** EXTRACTED RECORDS follows **

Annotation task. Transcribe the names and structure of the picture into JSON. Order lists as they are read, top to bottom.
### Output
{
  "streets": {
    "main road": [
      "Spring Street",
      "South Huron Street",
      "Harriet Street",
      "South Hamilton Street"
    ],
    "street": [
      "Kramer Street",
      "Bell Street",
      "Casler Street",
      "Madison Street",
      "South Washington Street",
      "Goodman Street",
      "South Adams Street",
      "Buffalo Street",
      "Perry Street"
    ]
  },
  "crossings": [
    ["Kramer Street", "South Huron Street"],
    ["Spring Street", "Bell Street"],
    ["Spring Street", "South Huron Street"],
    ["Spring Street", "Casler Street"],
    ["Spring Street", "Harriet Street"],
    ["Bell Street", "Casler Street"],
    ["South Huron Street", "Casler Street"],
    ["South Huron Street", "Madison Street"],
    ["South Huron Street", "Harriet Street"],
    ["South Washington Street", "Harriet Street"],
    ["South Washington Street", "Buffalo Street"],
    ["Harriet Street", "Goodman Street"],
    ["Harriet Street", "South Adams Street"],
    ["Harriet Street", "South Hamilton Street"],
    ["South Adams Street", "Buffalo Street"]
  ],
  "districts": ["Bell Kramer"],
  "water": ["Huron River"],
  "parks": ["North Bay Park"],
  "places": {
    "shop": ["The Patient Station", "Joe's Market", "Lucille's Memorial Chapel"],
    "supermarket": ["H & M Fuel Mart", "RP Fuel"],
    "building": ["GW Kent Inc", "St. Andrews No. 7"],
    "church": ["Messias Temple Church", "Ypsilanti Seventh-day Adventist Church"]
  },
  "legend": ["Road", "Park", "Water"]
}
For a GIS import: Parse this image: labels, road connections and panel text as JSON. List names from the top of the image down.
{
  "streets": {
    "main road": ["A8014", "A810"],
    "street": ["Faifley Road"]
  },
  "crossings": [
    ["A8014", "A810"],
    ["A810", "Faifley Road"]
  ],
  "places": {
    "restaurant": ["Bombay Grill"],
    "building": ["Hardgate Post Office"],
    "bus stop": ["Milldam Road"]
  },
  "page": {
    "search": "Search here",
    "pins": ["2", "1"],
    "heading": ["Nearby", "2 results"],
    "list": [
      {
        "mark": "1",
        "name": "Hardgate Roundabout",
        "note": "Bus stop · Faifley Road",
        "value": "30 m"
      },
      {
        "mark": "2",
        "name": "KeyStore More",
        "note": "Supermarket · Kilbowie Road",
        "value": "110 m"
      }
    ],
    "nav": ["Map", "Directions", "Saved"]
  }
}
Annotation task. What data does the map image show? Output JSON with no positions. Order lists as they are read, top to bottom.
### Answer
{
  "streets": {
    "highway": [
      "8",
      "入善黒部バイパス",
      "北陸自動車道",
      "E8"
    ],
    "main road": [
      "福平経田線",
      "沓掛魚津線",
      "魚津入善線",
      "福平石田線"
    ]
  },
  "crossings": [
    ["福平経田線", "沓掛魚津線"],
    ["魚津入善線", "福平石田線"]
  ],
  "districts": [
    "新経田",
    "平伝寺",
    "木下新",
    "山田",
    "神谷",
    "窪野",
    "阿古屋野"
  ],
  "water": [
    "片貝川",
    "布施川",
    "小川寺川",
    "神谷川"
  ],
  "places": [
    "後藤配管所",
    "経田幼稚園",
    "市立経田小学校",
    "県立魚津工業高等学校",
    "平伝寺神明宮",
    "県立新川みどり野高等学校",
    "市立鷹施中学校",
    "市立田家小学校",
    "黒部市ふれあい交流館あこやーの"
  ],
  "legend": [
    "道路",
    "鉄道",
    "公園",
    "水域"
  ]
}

** End of EXTRACTED RECORDS **

**AIM OF THE EXERCISE**:
Look at the entries above. Then set all of them down again exactly.

**PROBLEM SOLUTION**:
Annotation task. Transcribe the names and structure of the picture into JSON. Order lists as they are read, top to bottom.
### Output
{
  "streets": {
    "main road": [
      "Spring Street",
      "South Huron Street",
      "Harriet Street",
      "South Hamilton Street"
    ],
    "street": [
      "Kramer Street",
      "Bell Street",
      "Casler Street",
      "Madison Street",
      "South Washington Street",
      "Goodman Street",
      "South Adams Street",
      "Buffalo Street",
      "Perry Street"
    ]
  },
  "crossings": [
    ["Kramer Street", "South Huron Street"],
    ["Spring Street", "Bell Street"],
    ["Spring Street", "South Huron Street"],
    ["Spring Street", "Casler Street"],
    ["Spring Street", "Harriet Street"],
    ["Bell Street", "Casler Street"],
    ["South Huron Street", "Casler Street"],
    ["South Huron Street", "Madison Street"],
    ["South Huron Street", "Harriet Street"],
    ["South Washington Street", "Harriet Street"],
    ["South Washington Street", "Buffalo Street"],
    ["Harriet Street", "Goodman Street"],
    ["Harriet Street", "South Adams Street"],
    ["Harriet Street", "South Hamilton Street"],
    ["South Adams Street", "Buffalo Street"]
  ],
  "districts": ["Bell Kramer"],
  "water": ["Huron River"],
  "parks": ["North Bay Park"],
  "places": {
    "shop": ["The Patient Station", "Joe's Market", "Lucille's Memorial Chapel"],
    "supermarket": ["H & M Fuel Mart", "RP Fuel"],
    "building": ["GW Kent Inc", "St. Andrews No. 7"],
    "church": ["Messias Temple Church", "Ypsilanti Seventh-day Adventist Church"]
  },
  "legend": ["Road", "Park", "Water"]
}
For a GIS import: Parse this image: labels, road connections and panel text as JSON. List names from the top of the image down.
{
  "streets": {
    "main road": ["A8014", "A810"],
    "street": ["Faifley Road"]
  },
  "crossings": [
    ["A8014", "A810"],
    ["A810", "Faifley Road"]
  ],
  "places": {
    "restaurant": ["Bombay Grill"],
    "building": ["Hardgate Post Office"],
    "bus stop": ["Milldam Road"]
  },
  "page": {
    "search": "Search here",
    "pins": ["2", "1"],
    "heading": ["Nearby", "2 results"],
    "list": [
      {
        "mark": "1",
        "name": "Hardgate Roundabout",
        "note": "Bus stop · Faifley Road",
        "value": "30 m"
      },
      {
        "mark": "2",
        "name": "KeyStore More",
        "note": "Supermarket · Kilbowie Road",
        "value": "110 m"
      }
    ],
    "nav": ["Map", "Directions", "Saved"]
  }
}
Annotation task. What data does the map image show? Output JSON with no positions. Order lists as they are read, top to bottom.
### Answer
{
  "streets": {
    "highway": [
      "8",
      "入善黒部バイパス",
      "北陸自動車道",
      "E8"
    ],
    "main road": [
      "福平経田線",
      "沓掛魚津線",
      "魚津入善線",
      "福平石田線"
    ]
  },
  "crossings": [
    ["福平経田線", "沓掛魚津線"],
    ["魚津入善線", "福平石田線"]
  ],
  "districts": [
    "新経田",
    "平伝寺",
    "木下新",
    "山田",
    "神谷",
    "窪野",
    "阿古屋野"
  ],
  "water": [
    "片貝川",
    "布施川",
    "小川寺川",
    "神谷川"
  ],
  "places": [
    "後藤配管所",
    "経田幼稚園",
    "市立経田小学校",
    "県立魚津工業高等学校",
    "平伝寺神明宮",
    "県立新川みどり野高等学校",
    "市立鷹施中学校",
    "市立田家小学校",
    "黒部市ふれあい交流館あこやーの"
  ],
  "legend": [
    "道路",
    "鉄道",
    "公園",
    "水域"
  ]
}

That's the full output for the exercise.